There is a three tier medal system of bronze silver and gold. Although bronze is the lowest award that can be given, it represents a standard of teaching excellence that meets the UK national guidelines for higher education.
As of 2018 around half of universities have received silver status with the remaining universities equally split between bonds and gold. Don’t get too hung up on the awards however as universities will move between them from year to year.
What matters most is that you gel for university culture and feel inspired by curriculum and the experiences of past students.
Your Future Career path
You cannot forget that the whole point of doing a degree so that you can pursue the career that you really want in the future. When you’re planning your university and course choices make sure that they match up with what you want to achieve later on in life.
Many students understandably don’t feel that they know what they want to do five or 10 years in the future. In these cases it is best to concentrate on degree subjects which have a wide variety of applications rather than studying something very specific or with known limited career opportunities.
All the help you can get
Spending a long time in the same piece of work can make it hard to see the wood for the trees. Get as many opinions as possible from trusted friends, teachers and family members. They will be able to give you an all-important third party opinion and give you an idea of what it’s like to read your university application and personal statement.
Ask them if they think that your university choices and courses match up with the impression that you’ve given over the last year or so. Do they think that the course is well suited to your strengths and weaknesses? Are they surprised by the choice or is it a subject area you bring up often?
These outside views are very important, but remember that end of the day the final decision is up to you!
Choosing your Top Five
In a lot of cases it can be helpful to list both your favourite universities based on your research and a separate list of your favourite courses. This way you can prioritise the best of both worlds. Although university prestige is important it is nowhere near important is ensuring that your studying a course that you actually enjoy over the next 3 to 4 years.
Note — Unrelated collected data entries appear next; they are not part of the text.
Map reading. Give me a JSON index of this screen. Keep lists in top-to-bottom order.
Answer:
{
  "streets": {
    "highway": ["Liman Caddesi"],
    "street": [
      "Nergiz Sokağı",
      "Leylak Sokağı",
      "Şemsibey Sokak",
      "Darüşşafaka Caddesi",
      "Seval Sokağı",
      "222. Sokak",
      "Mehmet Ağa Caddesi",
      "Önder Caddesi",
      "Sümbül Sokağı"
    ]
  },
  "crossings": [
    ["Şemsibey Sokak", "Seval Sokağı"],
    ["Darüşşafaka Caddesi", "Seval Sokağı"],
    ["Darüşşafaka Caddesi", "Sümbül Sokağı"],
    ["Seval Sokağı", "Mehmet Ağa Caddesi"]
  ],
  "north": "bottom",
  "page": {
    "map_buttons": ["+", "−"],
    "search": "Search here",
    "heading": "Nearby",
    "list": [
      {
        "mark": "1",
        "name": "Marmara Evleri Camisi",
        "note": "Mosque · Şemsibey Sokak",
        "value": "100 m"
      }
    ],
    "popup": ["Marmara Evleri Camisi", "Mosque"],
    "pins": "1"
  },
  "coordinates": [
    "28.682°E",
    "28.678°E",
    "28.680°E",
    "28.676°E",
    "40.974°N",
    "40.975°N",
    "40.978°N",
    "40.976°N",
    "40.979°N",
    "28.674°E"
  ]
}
Choosing the right degree course
We hope this article has given you a clear idea of all the things you need to think about when applying to university. We can’t say enough that research is paramount. Make sure you yourself are happy with both the University and the course, don’t rely on hearsay or reviews of others.
Once you have your course and university in mind, doublecheck your future employment prospects to ensure all your hard work isn’t for nothing in a few years.
Studying for a degree is an exciting prospect which opens up a world of opportunities upon graduation, best of luck with your application!